All Things in Common: The Economic Practices of the Early Christians.
Roman A. Montero, 2017
By their economic practises the Early Christians discovered in Jesus’ life and teachings the corrective to the gross inequalities of the Roman Empire. Global Warming, a product of current economic policies poses a much greater moral challenge of gross inequality.
Is the answer to be found in “All Things in Common” with its striking parallels to the “communism of the apostles” passages in Acts 2:42-47 and 4:32-37, which tells of how early Christians built “social relationships” to solve their problems of discrimination, poverty and dispossession in the violent multi-ethnic world of the first century Roman Empire?

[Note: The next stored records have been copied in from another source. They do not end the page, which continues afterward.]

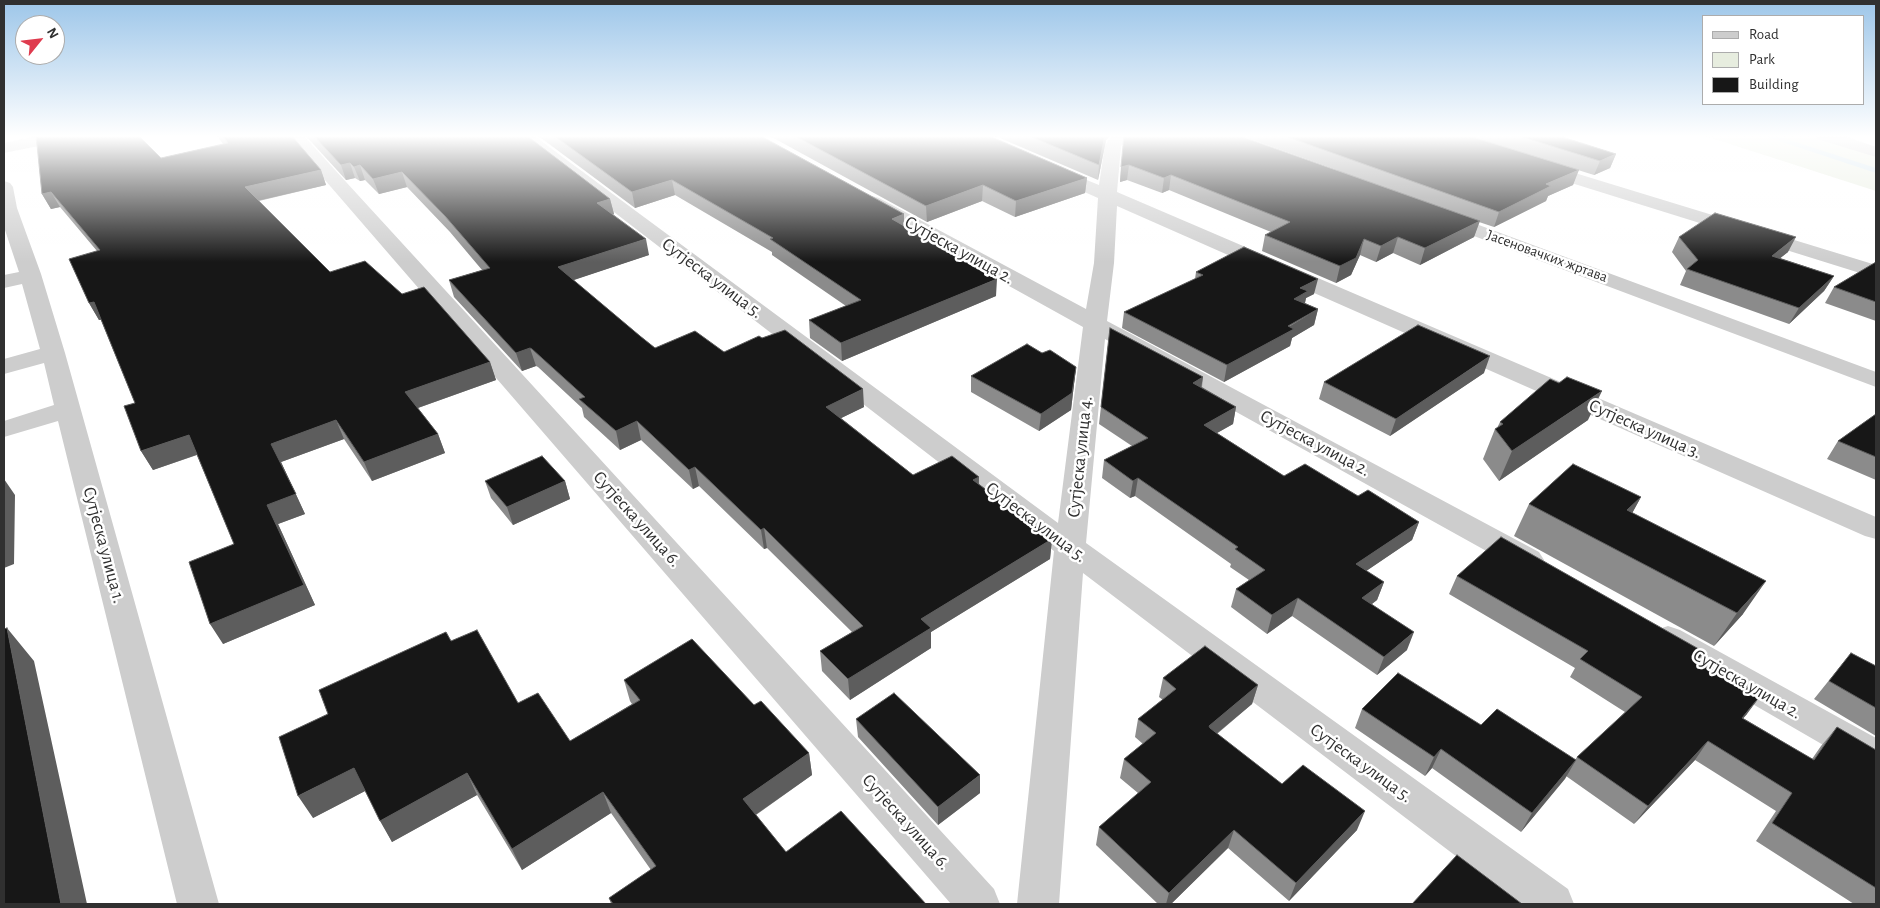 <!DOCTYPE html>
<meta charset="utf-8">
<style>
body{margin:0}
#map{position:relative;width:1880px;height:908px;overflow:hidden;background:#fff;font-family:"Alegreya Sans",sans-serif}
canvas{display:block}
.frame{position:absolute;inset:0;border:5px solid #303030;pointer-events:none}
.legend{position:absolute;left:1702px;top:15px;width:162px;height:90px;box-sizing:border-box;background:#fff;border:1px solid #acacac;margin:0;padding:6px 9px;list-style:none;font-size:15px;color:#303030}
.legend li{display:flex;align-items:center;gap:10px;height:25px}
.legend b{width:25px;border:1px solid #acacac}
.north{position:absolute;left:15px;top:15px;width:50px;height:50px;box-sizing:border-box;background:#fff;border:1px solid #acacac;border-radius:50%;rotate:61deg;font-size:14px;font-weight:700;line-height:20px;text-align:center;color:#303030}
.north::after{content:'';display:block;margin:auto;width:18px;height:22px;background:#df3b4e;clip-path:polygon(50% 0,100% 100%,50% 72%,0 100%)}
</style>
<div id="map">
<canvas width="1880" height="908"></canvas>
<div class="frame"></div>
<ul class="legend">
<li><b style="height:6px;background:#cdcdcd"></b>Road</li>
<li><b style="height:14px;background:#e7eddf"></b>Park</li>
<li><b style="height:14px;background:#171717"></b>Building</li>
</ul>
<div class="north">N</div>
</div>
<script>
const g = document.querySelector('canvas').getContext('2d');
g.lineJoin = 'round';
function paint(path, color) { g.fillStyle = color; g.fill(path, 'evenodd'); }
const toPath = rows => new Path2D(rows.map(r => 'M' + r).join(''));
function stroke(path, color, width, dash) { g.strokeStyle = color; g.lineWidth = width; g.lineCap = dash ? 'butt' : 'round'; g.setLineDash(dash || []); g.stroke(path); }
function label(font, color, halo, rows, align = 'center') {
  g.font = font + ' "Alegreya Sans",sans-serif'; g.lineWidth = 5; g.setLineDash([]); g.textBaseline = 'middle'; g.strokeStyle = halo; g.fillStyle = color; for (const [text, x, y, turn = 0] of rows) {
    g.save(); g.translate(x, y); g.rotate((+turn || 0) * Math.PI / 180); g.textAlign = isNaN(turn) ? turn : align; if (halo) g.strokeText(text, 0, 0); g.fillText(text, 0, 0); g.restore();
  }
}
paint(toPath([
 [1702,135,1815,135,1876,154,1876,191]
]), '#e7eddf');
paint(toPath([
 [1761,135,1774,135,1876,168,1876,173,1761,135]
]), '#cce1eb');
paint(toPath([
 [41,135,75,135,73,139,4,153,4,143,41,135],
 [286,135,303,135,994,889,1000,904,951,904,286,135],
 [514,135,533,135,1058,523,1083,327,865,206,863,202,865,198,872,196,879,198,1086,309,1094,263,1098,198,1046,175,1043,171,1046,167,1052,166,1099,185,1105,145,1113,135,1133,135,1121,146,1117,192,1876,517,1876,539,1865,536,1117,206,1114,263,1107,321,1539,552,1544,560,1539,568,1528,571,1517,568,1105,339,1086,543,1568,889,1574,904,1519,904,1083,573,1059,904,1017,904,1054,551,514,135],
 [1815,135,1841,135,1876,147,1876,157,1817,139,1815,135],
 [1539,162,1876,265,1876,278,1533,171,1530,167,1533,163,1539,162],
 [4,181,10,183,13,187,17,208,41,274,65,353,219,904,177,904,58,421,4,437,4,421,54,405,44,363,4,374,4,359,40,349,22,284,4,288,4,275,19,272,4,227,4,181],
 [1441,211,1876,372,1876,387,1434,221,1431,217,1434,213,1441,211],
 [1668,626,1680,630,1876,738,1876,773,1863,768,1656,648,1651,639,1656,630,1668,626]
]), '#cdcdcd');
paint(toPath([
 [217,135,291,135,321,170,326,185,259,201,330,272,402,294,490,362,496,380,418,408,438,434,445,453,372,481,344,439,281,462,305,514,278,524,315,605,223,644,234,544,197,455,153,470,141,451,135,403,101,320,99,320,89,303,97,251,60,207,51,209,42,194,161,158,223,144],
 [305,135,526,135,610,199,614,214,613,214,649,255,573,280,640,336,655,348,724,352,864,407,841,418,913,475,979,477,979,484,1052,539,1050,559,931,632,931,648,850,700,822,671,820,651,852,632,767,548,764,549,699,486,693,489,641,440,620,450,584,417,582,408,538,367,536,366,522,371,454,297,449,280,482,270,450,232,407,187,379,194,365,180,360,181,355,178,346,180],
 [537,135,759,135,904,226,996,296,842,361,810,338,809,320,846,306,772,255,772,252,675,195,635,208],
 [768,135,987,135,1087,178,1085,193,1015,217,982,201,927,222],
 [993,135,1111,135,1106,140,1098,180],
 [1124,135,1337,170,1239,135,1556,135,1616,154,1610,168,1594,175,1578,170,1573,185,1548,196,1546,201,1494,227,1479,222,1474,237,1420,265,1393,253,1376,262,1360,255,1351,275,1336,283,1262,251,1265,235,1271,232,1169,190,1162,193,1127,180,1120,182],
 [1679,237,1788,252,1780,258,1834,276,1824,291,1789,324,1680,285,1686,271,1672,252],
 [1876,262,1876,321,1825,303,1834,287],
 [1196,272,1314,294,1306,298,1305,303,1318,309,1314,325,1292,338,1290,346,1224,382,1122,328,1124,312,1195,279],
 [1110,328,1203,377,1202,387,1236,407,1233,424,1217,433,1284,476,1358,496,1419,522,1412,540,1366,571,1384,582,1377,600,1372,604,1407,650,1377,675,1292,616,1267,634,1231,607,1236,589,1249,580,1230,567,1231,564,1135,496,1130,498,1102,478,1104,460,1132,446,1099,424],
 [1042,353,1076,367,1071,410,1039,431,971,392,971,376],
 [1484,373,1390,436,1319,399,1324,382],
 [1876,414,1876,480,1827,459,1838,441],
 [1588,420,1499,481,1483,459,1495,429,1497,428,1500,422],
 [485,481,565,481,570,499,513,525,491,498],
 [1641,497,1632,513,1743,614,1714,646,1514,536,1529,504],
 [1457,576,1704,652,1699,660,1747,714,1743,718,1812,759,1821,746,1837,727,1876,750,1876,904,1854,904,1756,841,1776,811,1695,760,1634,824,1566,776,1521,832,1432,768,1425,776,1355,728,1362,709,1481,725,1575,760,1577,757,1625,712,1570,677,1575,668,1449,594],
 [451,641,518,703,570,741,632,704,630,701,624,680,754,705,809,753,812,775,756,815,786,852,926,904,611,904,609,898,651,870,611,813,522,870,477,795,392,842,365,791,313,818,328,714],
 [1851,653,1876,666,1876,736,1814,699],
 [1163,678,1258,685,1252,704,1217,734,1282,784,1357,830,1289,901,1228,848,1171,904,1158,904,1096,845,1099,827,1138,793,1120,778,1124,759,1143,744,1135,737,1138,719,1163,700,1159,697],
 [856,719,980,793,938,825,858,737]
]), '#8b8b8b');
paint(toPath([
 [1105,135,1111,135,1106,140,1098,180,1099,165],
 [1616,154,1610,168,1594,175,1600,161],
 [350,163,355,178,346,180,341,165],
 [360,165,365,180,360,181,354,167],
 [1129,165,1127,180,1120,182,1121,167],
 [321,170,326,185,252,202,245,187],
 [1579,170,1573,185,1548,196,1546,201,1494,227,1499,212,1546,184],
 [402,172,407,187,379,194,373,179],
 [1171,175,1169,190,1162,193,1164,178],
 [1087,178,1085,193,1015,217,1016,201],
 [672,180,675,195,635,208,632,192],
 [983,185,982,201,927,222,926,206],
 [51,192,60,207,51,209,42,194],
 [610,199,614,214,600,218,597,203],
 [904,214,904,230,892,219],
 [1480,221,1474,237,1420,265,1425,248],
 [1398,237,1393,253,1376,262,1381,246],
 [1796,237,1788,252,1764,271,1772,256],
 [646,239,649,255,562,284,558,267],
 [1364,239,1360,255,1351,275,1336,283,1340,266],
 [1834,276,1824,291,1789,324,1799,308],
 [997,279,996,296,842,361,841,343],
 [1318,279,1314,294,1306,298,1304,307,1294,299,1300,288],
 [94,302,104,319,99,320,89,303],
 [1318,309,1314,325,1292,338,1290,346,1224,382,1227,365],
 [530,348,536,366,522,371,516,353],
 [1490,356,1484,373,1390,436,1396,419],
 [490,362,496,380,412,410,405,392],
 [1076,367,1071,410,1039,431,1041,414],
 [1203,377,1200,394,1193,383],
 [863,389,864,407,827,425,826,407],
 [1602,391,1588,420,1499,481,1512,451],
 [1236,407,1233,424,1201,442,1204,425],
 [336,420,344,439,281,462,305,514,278,524,315,605,223,644,210,624,271,444],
 [637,421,641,440,620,450,616,431],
 [438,434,445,453,372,481,364,462],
 [189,435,199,454,153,470,141,451],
 [695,467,699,486,693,489,689,470],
 [979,477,978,496,973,480],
 [1138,478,1135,496,1130,498,1133,481],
 [4,479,15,495,14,564,4,568],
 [565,481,570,499,513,525,507,507],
 [1641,497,1623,530,1627,510],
 [1419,522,1412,540,1350,582,1356,564],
 [764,528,767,548,764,549,761,530],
 [1052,539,1050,559,931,632,931,648,850,700,848,679,921,619],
 [1766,581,1743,614,1714,646,1737,613],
 [1384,582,1377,600,1356,616,1362,598],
 [1298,598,1292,616,1267,634,1272,615],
 [7,628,34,661,87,904,61,904],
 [1414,632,1407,650,1377,675,1384,657],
 [1258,685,1252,704,1204,744,1209,726],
 [1761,695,1747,714,1728,736,1742,718],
 [1708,741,1695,760,1634,824,1648,806],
 [1441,749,1432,768,1425,776,1434,757],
 [809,753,812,775,748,820,743,799],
 [1576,760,1565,779,1521,832,1532,813],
 [354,768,367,790,313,818,298,796],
 [467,773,477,795,392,842,380,821],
 [980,775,980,793,938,825,938,807],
 [603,792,611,813,522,870,512,849],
 [1365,811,1357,830,1289,901,1296,883],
 [1234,830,1228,848,1171,904,1166,904,1169,893]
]), '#5d5d5d');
const building = toPath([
 [36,135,138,135,161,158,228,143,222,135,291,135,321,170,245,187,330,272,365,261,402,294,424,287,490,362,405,392,438,434,364,462,336,420,271,444,296,494,267,505,304,585,210,624,189,562,234,544,189,435,141,451,124,406,135,403,94,302,89,303,69,259,100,250,51,192,42,194,36,135],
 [313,135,526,135,610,199,597,203,646,239,558,267,640,336,655,348,695,331,724,352,759,336,762,338,785,330,863,389,826,407,913,475,952,456,979,477,973,480,1052,539,921,619,931,628,848,679,820,651,863,626,764,528,761,530,695,467,689,470,637,421,616,431,579,399,585,397,532,349,530,348,516,353,449,280,490,268,445,216,402,172,373,179,360,165,354,167,350,163,341,165,313,135],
 [553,135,759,135,904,214,892,219,997,279,841,343,809,320,861,300,770,239,773,238,672,180,632,192,553,135],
 [793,135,987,135,1087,178,1016,201,983,185,926,206,793,135],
 [1027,135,1105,135,1099,165,1027,135],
 [1124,135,1237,135,1480,221,1425,248,1398,237,1381,246,1364,239,1356,258,1340,266,1265,235,1290,222,1171,175,1164,178,1129,165,1121,167,1124,135],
 [1282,135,1466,135,1579,170,1546,184,1551,186,1499,212,1282,135],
 [1516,135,1556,135,1616,154,1600,161,1516,135],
 [1715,213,1796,237,1772,256,1834,276,1799,308,1687,269,1698,260,1679,237,1715,213],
 [1244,247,1318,279,1300,288,1308,291,1294,299,1318,309,1288,326,1294,329,1227,365,1124,312,1203,275,1196,272,1244,247],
 [1876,262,1876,302,1834,287,1876,262],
 [1418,325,1490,356,1396,419,1324,382,1418,325],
 [1110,328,1203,377,1193,383,1236,407,1204,425,1284,476,1305,464,1358,496,1368,490,1419,522,1356,564,1384,582,1362,598,1414,632,1384,657,1298,598,1272,615,1236,589,1265,570,1235,549,1238,547,1138,478,1133,481,1104,460,1148,438,1101,407,1110,328],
 [1027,344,1042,353,1050,350,1076,367,1072,393,1041,414,971,376,1027,344],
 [1567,377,1602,391,1512,451,1495,429,1503,424,1500,422,1550,379,1559,383,1567,377],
 [1876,414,1876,457,1838,441,1876,414],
 [542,456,565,481,507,507,485,481,542,456],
 [1573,464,1641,497,1627,510,1766,581,1737,613,1529,504,1573,464],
 [1501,537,1704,652,1698,659,1761,695,1742,718,1814,760,1837,727,1876,750,1876,888,1772,823,1792,793,1708,741,1648,806,1577,757,1642,697,1580,659,1588,651,1457,576,1501,537],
 [7,628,61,904,4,904,4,629,7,628],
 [477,630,518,703,538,693,570,741,640,700,624,680,692,639,754,705,761,701,809,753,743,799,786,852,841,811,926,904,613,904,609,898,656,866,603,792,512,849,467,773,380,821,354,768,298,796,279,737,328,714,319,690,446,632,451,641,477,630],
 [1205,646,1258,685,1209,726,1210,728,1282,784,1303,765,1365,811,1296,883,1234,830,1169,893,1099,827,1151,782,1124,759,1156,733,1138,719,1176,689,1163,678,1205,646],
 [1851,653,1876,666,1876,708,1829,681,1851,653],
 [1398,673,1481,725,1497,709,1576,760,1532,813,1441,749,1434,757,1362,709,1398,673],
 [894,693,980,775,938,807,856,719,894,693],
 [1457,855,1522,904,1412,904,1457,855]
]);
paint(building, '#171717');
stroke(building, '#5d5d5d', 1);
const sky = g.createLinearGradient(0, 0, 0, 262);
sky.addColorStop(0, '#9dc6e9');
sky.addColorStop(0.52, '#fff');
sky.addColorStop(1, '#ffffff00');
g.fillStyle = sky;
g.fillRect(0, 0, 1880, 262);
label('15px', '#303030', '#fff', [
 ["Јасеновачких жртава",1547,256,20]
]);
label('18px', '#303030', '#fff', [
 ["Сутјеска улица 2.",959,250,29],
 ["Сутјеска улица 5.",712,278,37],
 ["Сутјеска улица 3.",1645,429,24],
 ["Сутјеска улица 2.",1315,443,28],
 ["Сутјеска улица 4.",1080,457,-84],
 ["Сутјеска улица 6.",637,519,48],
 ["Сутјеска улица 5.",1036,522,37],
 ["Сутјеска улица 1.",104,545,75],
 ["Сутјеска улица 2.",1747,684,30],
 ["Сутјеска улица 5.",1361,763,36],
 ["Сутјеска улица 6.",906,822,48]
]);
</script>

Citing sources ranging from the Qumran scrolls to the North African apologist Tertullian to the Roman satirist Lucian, “All Things in Common” reconstructs the economic practices of the early Christians to reveal that Acts 2:42-47 and 4:32-37 describes a long-term, widespread set of practices that were taken seriously. Practises that significantly differentiated the early Christians from the pagan world of the Roman Empire. Even taking into account Judean and Hellenistic parallels, the origins of the practises for promoting the common good are traced back to the very life and teachings of Jesus of Nazareth and their brilliant exposition by Paul, revealed in his six authentic and seven pseudo letters.
This book will be of value to anyone interested in Christian history, and the insights it offers to the human construct of capitalism based on self-interest, which now threatens the very basis of the civilisation it has built. Is the climax to the apocalyptic eschatology of the Gospels to be found in “All things in Common”?